In vitro antifungal activity of crude extracts from transgenic 35S:PtrLAR3 plants. (A, B) Inhibition of hyphal growth of Marssonina brunnea f.sp. multigermtubi on the plate supplied with crude leaf extracts from control plants (A) and PtrLAR3-overexpressing plants (B). (C, D) Microscopic observation of hyphal growth of M. brunnea f.sp. multigermtubi on plates without (C) and with (B) crude leaf extracts. Photomicrographs were taken after 72 h of incubation of M. brunnea f.sp. multigermtubi; bars, 100 μm. (E) Quantitative measurement of the inhibition of fungal growth of M. brunnea f.sp. multigermtubi with crude leaf extracts from control and PtrLAR3-overexpressing plants. CK, empty-vector control; 2, 5, and 6, PtrLAR3-overexpressing lines. Values are means of at least three replications. Error bars indicate standard deviations.

Fig. 7.

Resistance of transgenic poplar plants inoculated with Marssonina brunnea f.sp. multigermtubi.
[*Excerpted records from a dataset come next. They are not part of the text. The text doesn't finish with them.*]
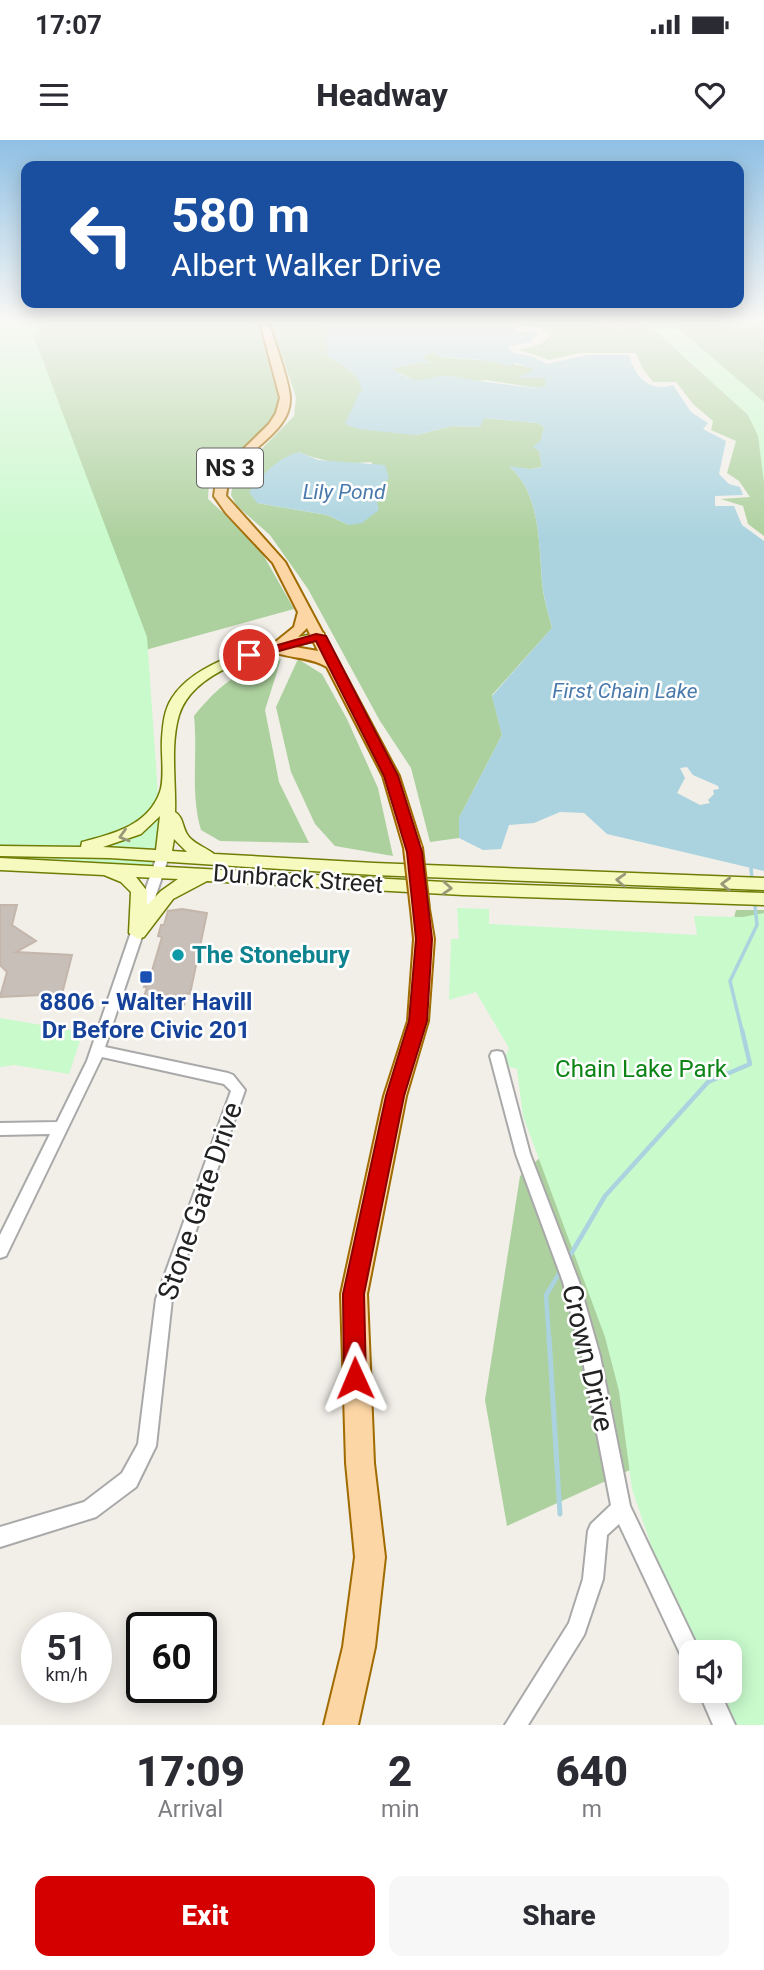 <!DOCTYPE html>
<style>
:root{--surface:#fff;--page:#f7f7f7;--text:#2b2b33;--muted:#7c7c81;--accent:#d40000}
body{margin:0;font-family:Roboto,sans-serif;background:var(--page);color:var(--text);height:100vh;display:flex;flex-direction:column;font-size:26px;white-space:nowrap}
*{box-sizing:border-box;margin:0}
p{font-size:23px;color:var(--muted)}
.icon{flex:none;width:38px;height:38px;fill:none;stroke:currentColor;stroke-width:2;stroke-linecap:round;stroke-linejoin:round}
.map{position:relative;height:1585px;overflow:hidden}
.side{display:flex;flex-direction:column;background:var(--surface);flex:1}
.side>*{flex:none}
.guide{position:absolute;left:21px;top:21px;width:723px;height:147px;border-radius:14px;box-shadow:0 4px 18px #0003;background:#1a4fa0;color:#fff;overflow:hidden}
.tools{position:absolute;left:679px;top:1500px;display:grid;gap:14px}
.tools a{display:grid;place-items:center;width:63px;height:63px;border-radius:14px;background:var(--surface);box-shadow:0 4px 18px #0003;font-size:35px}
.speed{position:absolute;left:21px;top:1472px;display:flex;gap:14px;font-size:35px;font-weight:700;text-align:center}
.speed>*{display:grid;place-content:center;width:91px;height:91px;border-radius:50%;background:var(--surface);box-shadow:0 4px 18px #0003;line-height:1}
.speed small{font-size:18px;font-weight:400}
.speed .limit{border:4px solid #111;border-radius:10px;background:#fff;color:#111}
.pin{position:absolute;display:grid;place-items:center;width:60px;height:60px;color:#fff;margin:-30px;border:4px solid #fff;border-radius:50%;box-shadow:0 2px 7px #0007}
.me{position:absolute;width:77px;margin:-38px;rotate:359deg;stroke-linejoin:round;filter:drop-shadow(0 0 5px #0008)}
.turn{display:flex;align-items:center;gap:24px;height:147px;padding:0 35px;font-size:32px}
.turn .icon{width:91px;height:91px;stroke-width:2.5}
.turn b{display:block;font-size:49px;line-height:60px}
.eta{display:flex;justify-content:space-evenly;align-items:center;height:119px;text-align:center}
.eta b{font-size:42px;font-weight:800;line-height:49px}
.button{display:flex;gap:14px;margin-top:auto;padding:14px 35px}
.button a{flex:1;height:80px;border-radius:14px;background:var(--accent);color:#fff;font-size:28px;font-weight:800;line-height:80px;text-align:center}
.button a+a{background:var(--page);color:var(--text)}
.status{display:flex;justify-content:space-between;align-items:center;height:49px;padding:0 35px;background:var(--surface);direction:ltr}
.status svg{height:19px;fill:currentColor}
header{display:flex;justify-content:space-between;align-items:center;height:91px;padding:0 35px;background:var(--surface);font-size:32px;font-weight:800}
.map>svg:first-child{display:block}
</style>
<div class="status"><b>17:07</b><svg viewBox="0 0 49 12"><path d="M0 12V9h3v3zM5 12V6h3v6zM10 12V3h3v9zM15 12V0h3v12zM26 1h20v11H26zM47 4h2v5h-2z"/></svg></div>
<header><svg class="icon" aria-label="menu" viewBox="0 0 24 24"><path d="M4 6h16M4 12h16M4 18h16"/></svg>Headway<svg class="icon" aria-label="heart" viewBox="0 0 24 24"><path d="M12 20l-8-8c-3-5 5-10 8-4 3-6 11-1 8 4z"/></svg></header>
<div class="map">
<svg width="764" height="1585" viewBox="0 0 764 1585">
<rect width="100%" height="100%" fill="#f2efe9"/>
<!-- forest -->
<g fill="#add19e" fill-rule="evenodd">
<path d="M 0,178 L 257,178 L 280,266 L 270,285 L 209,340 L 208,359 L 257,404 L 294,469 L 0,550 Z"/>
<path d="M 269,178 L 315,178 L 327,187 L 327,216 C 344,226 360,233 363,253 L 416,295 L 452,286 L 480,287 L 483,278 L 537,283 L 544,287 L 539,311 L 542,327 L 530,329 L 510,327 C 543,357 538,409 543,451 C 545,463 549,476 552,488 L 492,555 L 502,595 L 459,678 L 459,698 L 430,702 L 411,628 L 380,581 L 308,449 L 270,395 L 237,366 L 231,355 L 233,341 L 241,330 L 294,276 L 296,257 ZM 299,312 C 323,322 345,325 371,322 L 385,345 L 374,352 L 349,385 L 327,375 L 257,363 Z"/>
<path d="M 521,178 L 594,178 C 609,190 623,190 641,185 L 643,179 L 638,178 L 648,178 L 744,262 L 764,305 L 764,396 L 748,384 L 743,366 L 721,359 L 750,357 L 739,341 L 727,333 L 736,301 L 711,290 L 713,281 L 693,264 L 676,242 L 653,242 L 643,229 L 636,213 L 579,213 L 549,220 L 519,210 L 541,204 L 552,195 L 539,188 L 520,187 Z"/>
<path d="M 665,178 L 764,178 L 764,266 Z"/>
<path d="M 436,212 L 437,216 C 471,221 505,219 536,230 L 520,237 L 545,238 L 547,246 L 538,248 L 486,240 L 475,242 L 452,236 L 418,242 L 391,229 L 422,222 L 431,224 L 423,220 L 426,214 Z"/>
<path d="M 281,519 L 265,570 L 279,642 L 309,703 L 220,701 L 201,690 C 190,653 198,615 194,576 C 222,542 238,531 281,519 Z"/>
<path d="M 298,519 L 322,534 L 347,579 L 378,648 L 393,716 L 335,706 L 315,684 L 291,632 L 276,567 Z"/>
<path d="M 736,770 L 764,770 L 764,1585 L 730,1550 L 730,1512 L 641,1325 L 507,1386 L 485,1260 L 520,1036 L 546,1012 L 707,798 L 731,789 Z"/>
</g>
<!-- park -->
<g fill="#c8facc">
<path d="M 0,178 L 47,178 L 34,197 L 147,497 L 163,726 L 0,723 Z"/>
<path d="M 641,178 L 666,178 L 764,262 L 764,342 L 758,296 L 748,275 Z"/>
<path d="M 457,768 L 489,769 L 489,784 L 697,795 L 694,776 L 743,777 L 764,773 L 764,1585 L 721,1585 L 702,1551 L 730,1550 L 730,1512 L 691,1512 L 691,1523 L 632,1349 L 619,1251 L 605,1197 L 523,976 L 517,929 L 502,925 L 509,908 L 476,852 L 449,860 L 451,799 L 459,799 Z"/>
<path d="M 0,878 L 83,892 L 69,934 L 15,925 L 0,927 Z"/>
</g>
<!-- water -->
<g fill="#aad3df" fill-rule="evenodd">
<path d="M 315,178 L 511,178 L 518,192 L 533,190 L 538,193 L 530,202 L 508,207 L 514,213 L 531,216 L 547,224 L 587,215 L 629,215 C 635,236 648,253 673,245 L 691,272 L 708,283 L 703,289 L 726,301 L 719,334 L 729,344 L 740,347 L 743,355 L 715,356 L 715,366 L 734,366 L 742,385 L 764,401 L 764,731 L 607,694 L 584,673 L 560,672 L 534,683 L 509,685 L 501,709 L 483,710 L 459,698 L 459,678 L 502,595 L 492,556 L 552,488 C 549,476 545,463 543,450 C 538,408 543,356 509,326 L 530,329 L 542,327 L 539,311 L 533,307 L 541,300 L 544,287 L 537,283 L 484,278 L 480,287 L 452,286 L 416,295 L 358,289 L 345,284 L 359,253 L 362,252 C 360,233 343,225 327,216 L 327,187 ZM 435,212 L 437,216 L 491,221 L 508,226 L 516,223 L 535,230 L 517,238 L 545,238 L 546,246 L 538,248 C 510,245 482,242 455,237 C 426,232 425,251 392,229 L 422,222 L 433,224 L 423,219 L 426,214 ZM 687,627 L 693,635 L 718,646 L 719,649 L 713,650 L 714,654 L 708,660 L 710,663 L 700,665 L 677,653 L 685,638 L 680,628 Z"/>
<path d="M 299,312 L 318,320 L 385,325 L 389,338 L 374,352 L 379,370 L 362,383 L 349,385 L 327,375 L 257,363 L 249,352 C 263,335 276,318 299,312 Z"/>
</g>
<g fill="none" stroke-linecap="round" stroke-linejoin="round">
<!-- stream-far2 -->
<g stroke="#aad3df" stroke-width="3.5">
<path d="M 751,728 L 752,740"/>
<path d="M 742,891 L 730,841 L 757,785 L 753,747"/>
</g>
<!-- stream-far1 -->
<g stroke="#aad3df" stroke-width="4.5">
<path d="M 568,1119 L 605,1056 L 708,942 L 750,924 L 742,890"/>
<path d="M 549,1199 L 546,1155 L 562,1129"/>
</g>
<!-- stream -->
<path stroke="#aad3df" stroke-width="5" d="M 549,1197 L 560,1374"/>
</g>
<!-- building -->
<g fill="#c7bfb8" stroke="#c4b6ab" stroke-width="2">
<path d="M 0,765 L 17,765 L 12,785 L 36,801 L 16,812 L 72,815 L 62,854 L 0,857 L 7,832 L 0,825 Z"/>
<path d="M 182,769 L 207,773 L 190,854 L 187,853 L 184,865 L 156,867 L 157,864 L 142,863 L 147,847 L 144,847 L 148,834 L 151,834 L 162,797 L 158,796 L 161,785 L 164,785 L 168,771 Z"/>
</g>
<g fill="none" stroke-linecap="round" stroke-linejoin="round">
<!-- street casing -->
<g stroke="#a9a9a9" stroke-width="4">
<g id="street">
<path d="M 163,712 L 169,716 L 105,907 L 228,933 L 233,935 L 245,950 L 172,1159 L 156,1306 L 136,1347 L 96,1377 L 0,1407 L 0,1387 L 84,1362 L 122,1333 L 138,1304 L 156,1159 L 231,951 L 224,944 L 102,917 L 6,1116 L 0,1118 L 0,1095 L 50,994 L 0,995 L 0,983 L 57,982 L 87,921 L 157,716 Z"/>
<path d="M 497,911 L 502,912 L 504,916 L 530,1014 L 579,1142 L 600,1216 L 630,1366 L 700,1512 L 691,1512 L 691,1525 L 684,1522 L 619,1384 L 607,1395 L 603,1439 L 584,1495 L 528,1585 L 505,1585 L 569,1483 L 583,1439 L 588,1391 L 591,1384 L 611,1365 L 582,1216 L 563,1142 L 516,1014 L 490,916 L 492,912 Z"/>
<path d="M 698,1550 L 719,1550 L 735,1585 L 713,1585 Z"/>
</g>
</g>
<!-- secondary casing -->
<g stroke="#707d05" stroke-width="3">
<g id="secondary">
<path d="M 320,492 L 324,493 L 324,499 C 279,510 195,524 179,575 C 170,605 176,641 175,672 C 184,677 182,689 189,697 C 196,705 207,708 214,714 L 374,723 L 764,738 L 764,750 L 374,735 L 110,718 L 0,716 L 0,706 L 81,707 L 82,702 C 112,694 148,686 160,652 C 165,638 161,615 162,599 C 163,585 164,570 172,558 C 199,516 275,503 320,492 ZM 160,676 L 156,710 L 103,707 L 141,694 ZM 174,699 L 187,712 L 172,711 Z"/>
<path d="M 0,718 L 463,743 L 764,753 L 764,765 L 463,755 L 207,741 L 173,759 L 144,797 L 138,799 L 129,793 L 131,752 L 121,742 L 104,735 L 0,730 ZM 136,737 L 178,739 L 161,751 L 147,765 L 147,751 Z"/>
</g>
</g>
<!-- primary casing -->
<g stroke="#a06b00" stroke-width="4">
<g id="primary">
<path d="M 259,178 L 267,178 C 273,199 289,238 290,258 C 291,299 229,312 226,356 L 285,422 L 399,636 L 422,708 L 419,712 L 407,712 L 404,708 L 383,636 L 327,527 C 308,515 280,519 268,508 L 294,487 L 298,472 L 273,423 L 226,373 L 214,356 L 216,342 L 224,328 L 269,284 L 276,273 L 280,258 ZM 307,488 L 318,511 L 289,506 Z"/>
<path d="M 420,762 L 429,769 L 434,799 L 428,881 L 406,956 L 367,1154 L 374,1323 L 385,1417 L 375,1507 L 358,1585 L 324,1585 L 343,1507 L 355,1417 L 346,1323 L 341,1154 L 384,956 L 408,881 L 414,799 L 411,769 Z"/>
</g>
</g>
<!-- street -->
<use href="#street" fill="#fff" fill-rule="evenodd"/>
<!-- secondary -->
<use href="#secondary" fill="#f7fabf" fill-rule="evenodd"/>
<!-- primary -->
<use href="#primary" fill="#fcd6a4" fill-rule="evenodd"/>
<!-- primary-bridge casing -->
<g stroke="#a06b00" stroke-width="22" stroke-linecap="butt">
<path id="primary-bridge" d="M 413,708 L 420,769"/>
</g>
<!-- primary-bridge -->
<use href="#primary-bridge" stroke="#fcd6a4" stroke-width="18"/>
</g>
<!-- one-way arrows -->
<defs><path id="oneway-chevron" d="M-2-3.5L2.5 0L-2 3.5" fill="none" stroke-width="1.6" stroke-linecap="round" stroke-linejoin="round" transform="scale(1.75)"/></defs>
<g stroke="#979978">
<use href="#oneway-chevron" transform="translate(124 696) rotate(163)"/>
<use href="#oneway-chevron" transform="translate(621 740) rotate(-177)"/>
<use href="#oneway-chevron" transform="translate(726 744) rotate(-178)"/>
<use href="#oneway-chevron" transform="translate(447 748) rotate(3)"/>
</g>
<!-- sky -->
<linearGradient id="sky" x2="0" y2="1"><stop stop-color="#8fc0e4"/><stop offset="0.45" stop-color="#f9f8f5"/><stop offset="1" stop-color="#f9f8f5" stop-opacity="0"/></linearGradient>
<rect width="764" height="399" fill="url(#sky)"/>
<!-- route -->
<path fill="#d40000" stroke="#8a0000" stroke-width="2" d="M 316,494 L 326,496 L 398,636 L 422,712 L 432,799 L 427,881 L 404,956 L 364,1154 L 366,1238 L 363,1246 L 355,1250 L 347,1246 L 344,1238 L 343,1154 L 386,956 L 409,881 L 416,799 L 407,712 L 384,636 L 316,501 L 249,519 L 243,515 Z"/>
<!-- markers -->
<circle fill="#0f9aa8" stroke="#fff" stroke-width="2.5" cx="178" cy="815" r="7"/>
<rect fill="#1a4fb4" stroke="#fff" stroke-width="2.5" x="139" y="830" width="14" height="14" rx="3.5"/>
<g text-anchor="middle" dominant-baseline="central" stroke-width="5" stroke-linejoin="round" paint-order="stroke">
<!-- far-water labels -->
<g font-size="21" font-style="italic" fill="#4a7aab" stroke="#fff">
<text x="344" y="352">Lily Pond</text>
<text x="625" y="551">First Chain Lake</text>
</g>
<!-- shield labels -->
<rect fill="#fff" stroke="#646464" stroke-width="2" x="197" y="308.5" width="66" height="39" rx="5"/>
<g font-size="23" font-weight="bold" fill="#222">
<text x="230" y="328">NS 3</text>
</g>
<!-- street labels -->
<g font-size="24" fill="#222" stroke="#fff">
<text transform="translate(298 739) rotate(4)">Dunbrack Street</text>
</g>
<!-- culture labels -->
<g font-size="24" font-weight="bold" fill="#0d838f" stroke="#fff" text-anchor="start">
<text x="192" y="815">The Stonebury</text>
</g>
<!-- transit labels -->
<g font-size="24" font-weight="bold" fill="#164399" stroke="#fff">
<text x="146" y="862">8806 - Walter Havill<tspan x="146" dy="28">Dr Before Civic 201</tspan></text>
</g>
<!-- park labels -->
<g font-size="24" fill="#0c8416" stroke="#fff">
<text x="641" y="929">Chain Lake Park</text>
</g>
<!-- near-street labels -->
<g font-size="28" fill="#222" stroke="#fff">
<text transform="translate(200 1061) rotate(-71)">Stone Gate Drive</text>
<text transform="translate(588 1218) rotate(77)">Crown Drive</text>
</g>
</g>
</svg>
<div class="tools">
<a><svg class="icon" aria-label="sound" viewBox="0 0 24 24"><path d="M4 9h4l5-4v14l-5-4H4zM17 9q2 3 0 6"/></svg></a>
</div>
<div class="speed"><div>51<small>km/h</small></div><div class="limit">60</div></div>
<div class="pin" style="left:249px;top:515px;background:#d93025"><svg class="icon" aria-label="arrive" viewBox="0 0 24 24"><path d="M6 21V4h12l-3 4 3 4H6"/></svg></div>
<svg class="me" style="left:355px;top:1238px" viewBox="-20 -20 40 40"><path d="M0-17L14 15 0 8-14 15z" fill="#d40000" stroke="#fff" stroke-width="4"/></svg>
<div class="guide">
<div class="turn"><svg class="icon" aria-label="left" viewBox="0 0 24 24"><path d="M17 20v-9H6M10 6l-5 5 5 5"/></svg><div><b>580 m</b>Albert Walker Drive</div></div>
</div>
</div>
<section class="side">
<div class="eta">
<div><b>17:09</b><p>Arrival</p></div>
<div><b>2</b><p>min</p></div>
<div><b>640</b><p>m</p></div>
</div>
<div class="button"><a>Exit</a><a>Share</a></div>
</section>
Poplar leaves infected with M. brunnea f.sp. multigermtubi were photographed 4 days after inoculation. (A) Empty-vector control leaves. (B) Transgenic leaves from 35S:PtrLAR3 line 2. (C) Mean infected area of transgenic lines to the fungal pathogen; PtrLAR3 confers resistance to M. brunnea f.sp. multigermtubi in transgenic poplar plants. (D) Semi-quantitative reverse-transcription PCR analysis of PtrLAR3 expression in leaves of transgenic poplar plants; ethidium bromide-stained products amplified with PtrLAR3-specific primers from transgenic poplar cDNA and control cDNA. (E) Quantitative real-time PCR analysis of PtrLAR3 transcript levels in leaves of transgenic poplar plants. CK, empty-vector control; 2, 5, and 6, PtrLAR3-overexpressing lines. Values are means of three replications. Error bars indicate standard deviation. Asterisks indicate a statistically significant difference between control and transgenic plants (P < 0.05 by Student’s t-test).